**PROVIDED ENTRIES:**
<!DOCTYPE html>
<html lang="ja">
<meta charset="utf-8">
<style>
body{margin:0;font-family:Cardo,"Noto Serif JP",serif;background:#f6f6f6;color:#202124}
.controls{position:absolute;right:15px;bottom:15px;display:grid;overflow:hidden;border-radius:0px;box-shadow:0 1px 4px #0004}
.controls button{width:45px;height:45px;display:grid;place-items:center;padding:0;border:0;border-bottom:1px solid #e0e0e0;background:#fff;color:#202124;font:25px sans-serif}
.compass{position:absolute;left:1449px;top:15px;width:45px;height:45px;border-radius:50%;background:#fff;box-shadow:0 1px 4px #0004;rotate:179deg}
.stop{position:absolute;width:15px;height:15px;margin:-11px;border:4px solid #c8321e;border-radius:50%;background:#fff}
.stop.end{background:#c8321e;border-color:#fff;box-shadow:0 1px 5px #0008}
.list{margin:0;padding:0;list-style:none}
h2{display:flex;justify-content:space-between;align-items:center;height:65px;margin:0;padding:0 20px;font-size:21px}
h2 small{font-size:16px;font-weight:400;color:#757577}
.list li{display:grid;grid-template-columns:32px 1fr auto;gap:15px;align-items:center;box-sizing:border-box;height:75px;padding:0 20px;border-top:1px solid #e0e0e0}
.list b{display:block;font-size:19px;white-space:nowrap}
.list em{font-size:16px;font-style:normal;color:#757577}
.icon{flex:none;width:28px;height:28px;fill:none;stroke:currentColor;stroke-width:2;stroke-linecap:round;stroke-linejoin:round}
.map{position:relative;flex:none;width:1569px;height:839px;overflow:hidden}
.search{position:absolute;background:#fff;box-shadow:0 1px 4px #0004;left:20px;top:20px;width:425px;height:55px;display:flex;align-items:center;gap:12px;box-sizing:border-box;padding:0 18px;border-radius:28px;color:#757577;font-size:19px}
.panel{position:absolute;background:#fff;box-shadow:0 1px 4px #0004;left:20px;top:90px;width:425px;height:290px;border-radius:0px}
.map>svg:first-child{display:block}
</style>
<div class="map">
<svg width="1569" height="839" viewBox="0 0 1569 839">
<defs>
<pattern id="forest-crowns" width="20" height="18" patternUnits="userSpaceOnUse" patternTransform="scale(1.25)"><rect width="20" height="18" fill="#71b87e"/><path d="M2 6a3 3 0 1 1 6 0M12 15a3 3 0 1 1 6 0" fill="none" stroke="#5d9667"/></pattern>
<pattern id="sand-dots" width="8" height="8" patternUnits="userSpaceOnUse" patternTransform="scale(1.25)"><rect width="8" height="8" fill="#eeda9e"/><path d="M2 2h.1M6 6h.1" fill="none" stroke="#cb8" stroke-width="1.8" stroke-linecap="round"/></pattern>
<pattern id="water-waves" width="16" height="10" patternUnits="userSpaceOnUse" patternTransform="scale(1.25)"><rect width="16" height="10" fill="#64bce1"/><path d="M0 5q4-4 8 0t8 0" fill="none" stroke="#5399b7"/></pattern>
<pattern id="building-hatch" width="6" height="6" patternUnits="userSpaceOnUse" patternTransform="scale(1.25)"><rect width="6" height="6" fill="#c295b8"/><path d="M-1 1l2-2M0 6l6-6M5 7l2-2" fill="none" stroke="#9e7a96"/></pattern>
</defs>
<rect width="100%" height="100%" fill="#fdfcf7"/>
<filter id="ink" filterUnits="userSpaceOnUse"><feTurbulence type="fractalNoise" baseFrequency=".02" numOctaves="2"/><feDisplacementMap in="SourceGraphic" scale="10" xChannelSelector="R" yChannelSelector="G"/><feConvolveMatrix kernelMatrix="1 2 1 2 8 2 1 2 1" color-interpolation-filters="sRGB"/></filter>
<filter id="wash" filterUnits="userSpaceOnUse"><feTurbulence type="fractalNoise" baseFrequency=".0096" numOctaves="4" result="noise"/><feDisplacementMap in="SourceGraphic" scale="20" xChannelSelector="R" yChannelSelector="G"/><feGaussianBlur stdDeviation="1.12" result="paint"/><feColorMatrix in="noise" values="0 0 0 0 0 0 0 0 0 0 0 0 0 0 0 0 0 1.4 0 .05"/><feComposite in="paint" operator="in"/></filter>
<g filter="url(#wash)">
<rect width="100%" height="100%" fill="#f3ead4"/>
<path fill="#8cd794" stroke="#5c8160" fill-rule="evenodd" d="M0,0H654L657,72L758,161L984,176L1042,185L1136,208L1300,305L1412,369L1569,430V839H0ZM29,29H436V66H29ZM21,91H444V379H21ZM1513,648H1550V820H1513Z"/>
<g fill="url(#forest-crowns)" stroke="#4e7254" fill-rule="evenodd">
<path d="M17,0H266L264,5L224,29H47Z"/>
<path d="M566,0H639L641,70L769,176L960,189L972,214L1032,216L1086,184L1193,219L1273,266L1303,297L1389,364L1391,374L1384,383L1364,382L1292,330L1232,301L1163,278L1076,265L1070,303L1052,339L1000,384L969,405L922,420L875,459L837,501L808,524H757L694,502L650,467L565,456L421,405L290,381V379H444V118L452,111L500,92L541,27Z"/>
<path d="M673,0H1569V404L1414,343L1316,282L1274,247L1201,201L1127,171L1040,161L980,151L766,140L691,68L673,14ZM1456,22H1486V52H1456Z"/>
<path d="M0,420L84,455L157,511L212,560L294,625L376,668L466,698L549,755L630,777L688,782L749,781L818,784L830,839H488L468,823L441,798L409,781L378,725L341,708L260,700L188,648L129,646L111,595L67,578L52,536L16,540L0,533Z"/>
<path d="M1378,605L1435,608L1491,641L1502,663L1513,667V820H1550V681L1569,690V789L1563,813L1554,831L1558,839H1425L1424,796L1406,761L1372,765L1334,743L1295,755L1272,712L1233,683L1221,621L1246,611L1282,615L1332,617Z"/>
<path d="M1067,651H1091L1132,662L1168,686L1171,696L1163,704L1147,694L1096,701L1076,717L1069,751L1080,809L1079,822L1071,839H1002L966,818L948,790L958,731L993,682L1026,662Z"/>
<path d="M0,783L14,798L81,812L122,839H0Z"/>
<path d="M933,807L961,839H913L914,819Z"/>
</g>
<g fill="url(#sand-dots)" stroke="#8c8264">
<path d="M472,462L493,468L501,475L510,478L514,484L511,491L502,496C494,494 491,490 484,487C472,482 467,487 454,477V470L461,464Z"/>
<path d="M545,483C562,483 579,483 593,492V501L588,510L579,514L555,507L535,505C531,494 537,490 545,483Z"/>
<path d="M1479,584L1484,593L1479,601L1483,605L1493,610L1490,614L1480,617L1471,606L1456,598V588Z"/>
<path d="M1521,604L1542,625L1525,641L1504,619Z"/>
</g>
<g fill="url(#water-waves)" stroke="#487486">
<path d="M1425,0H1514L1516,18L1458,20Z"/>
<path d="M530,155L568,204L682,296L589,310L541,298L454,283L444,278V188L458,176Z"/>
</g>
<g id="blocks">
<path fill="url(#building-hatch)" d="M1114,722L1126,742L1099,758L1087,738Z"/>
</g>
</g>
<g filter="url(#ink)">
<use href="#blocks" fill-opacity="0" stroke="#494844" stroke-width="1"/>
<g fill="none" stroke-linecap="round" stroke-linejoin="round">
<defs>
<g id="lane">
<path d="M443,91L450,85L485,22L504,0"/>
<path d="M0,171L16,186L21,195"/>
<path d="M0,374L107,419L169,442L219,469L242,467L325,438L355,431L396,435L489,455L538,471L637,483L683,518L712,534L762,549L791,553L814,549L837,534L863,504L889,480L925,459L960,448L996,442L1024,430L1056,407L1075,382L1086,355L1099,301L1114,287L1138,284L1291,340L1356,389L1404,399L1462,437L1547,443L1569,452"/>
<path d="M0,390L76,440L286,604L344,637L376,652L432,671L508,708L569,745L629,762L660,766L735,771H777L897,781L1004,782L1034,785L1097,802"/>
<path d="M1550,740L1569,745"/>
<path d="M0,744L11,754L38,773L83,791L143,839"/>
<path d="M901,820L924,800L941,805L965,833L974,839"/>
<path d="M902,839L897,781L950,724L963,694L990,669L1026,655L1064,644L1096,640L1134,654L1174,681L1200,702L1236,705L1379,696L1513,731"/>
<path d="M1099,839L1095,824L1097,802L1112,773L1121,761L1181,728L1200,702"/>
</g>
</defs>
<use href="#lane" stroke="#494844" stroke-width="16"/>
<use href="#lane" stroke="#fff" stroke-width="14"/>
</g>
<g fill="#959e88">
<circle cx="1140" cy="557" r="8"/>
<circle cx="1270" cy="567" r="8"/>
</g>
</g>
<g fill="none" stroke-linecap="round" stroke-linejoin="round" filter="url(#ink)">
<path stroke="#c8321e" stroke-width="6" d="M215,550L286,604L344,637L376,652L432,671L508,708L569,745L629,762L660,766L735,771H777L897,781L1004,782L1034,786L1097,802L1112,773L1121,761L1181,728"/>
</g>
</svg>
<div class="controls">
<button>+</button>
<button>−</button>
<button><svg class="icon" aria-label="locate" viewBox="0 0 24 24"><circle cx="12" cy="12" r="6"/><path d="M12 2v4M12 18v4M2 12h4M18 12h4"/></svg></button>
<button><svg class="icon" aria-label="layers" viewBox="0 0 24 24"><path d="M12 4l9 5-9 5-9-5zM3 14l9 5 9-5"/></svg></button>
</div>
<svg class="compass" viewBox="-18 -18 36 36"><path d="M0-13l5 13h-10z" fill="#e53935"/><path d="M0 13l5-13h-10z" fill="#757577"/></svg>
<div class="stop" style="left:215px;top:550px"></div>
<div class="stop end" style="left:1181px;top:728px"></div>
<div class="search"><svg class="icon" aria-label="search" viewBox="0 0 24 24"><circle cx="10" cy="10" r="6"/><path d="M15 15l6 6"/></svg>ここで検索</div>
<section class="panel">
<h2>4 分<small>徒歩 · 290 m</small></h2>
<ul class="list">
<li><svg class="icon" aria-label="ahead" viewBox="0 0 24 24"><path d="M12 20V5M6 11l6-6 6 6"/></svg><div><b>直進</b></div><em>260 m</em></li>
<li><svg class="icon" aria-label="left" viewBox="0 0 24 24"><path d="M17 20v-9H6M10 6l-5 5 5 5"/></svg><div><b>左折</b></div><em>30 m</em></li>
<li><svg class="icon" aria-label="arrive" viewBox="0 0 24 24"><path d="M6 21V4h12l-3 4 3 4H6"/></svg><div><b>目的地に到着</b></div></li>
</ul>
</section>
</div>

**EXERCISE OBJECTIVE:**
Filter the data for the string "feTurbulence". Copy each matching line.

**EXPECTED ANSWER:**
<filter id="ink" filterUnits="userSpaceOnUse"><feTurbulence type="fractalNoise" baseFrequency=".02" numOctaves="2"/><feDisplacementMap in="SourceGraphic" scale="10" xChannelSelector="R" yChannelSelector="G"/><feConvolveMatrix kernelMatrix="1 2 1 2 8 2 1 2 1" color-interpolation-filters="sRGB"/></filter>
<filter id="wash" filterUnits="userSpaceOnUse"><feTurbulence type="fractalNoise" baseFrequency=".0096" numOctaves="4" result="noise"/><feDisplacementMap in="SourceGraphic" scale="20" xChannelSelector="R" yChannelSelector="G"/><feGaussianBlur stdDeviation="1.12" result="paint"/><feColorMatrix in="noise" values="0 0 0 0 0 0 0 0 0 0 0 0 0 0 0 0 0 1.4 0 .05"/><feComposite in="paint" operator="in"/></filter>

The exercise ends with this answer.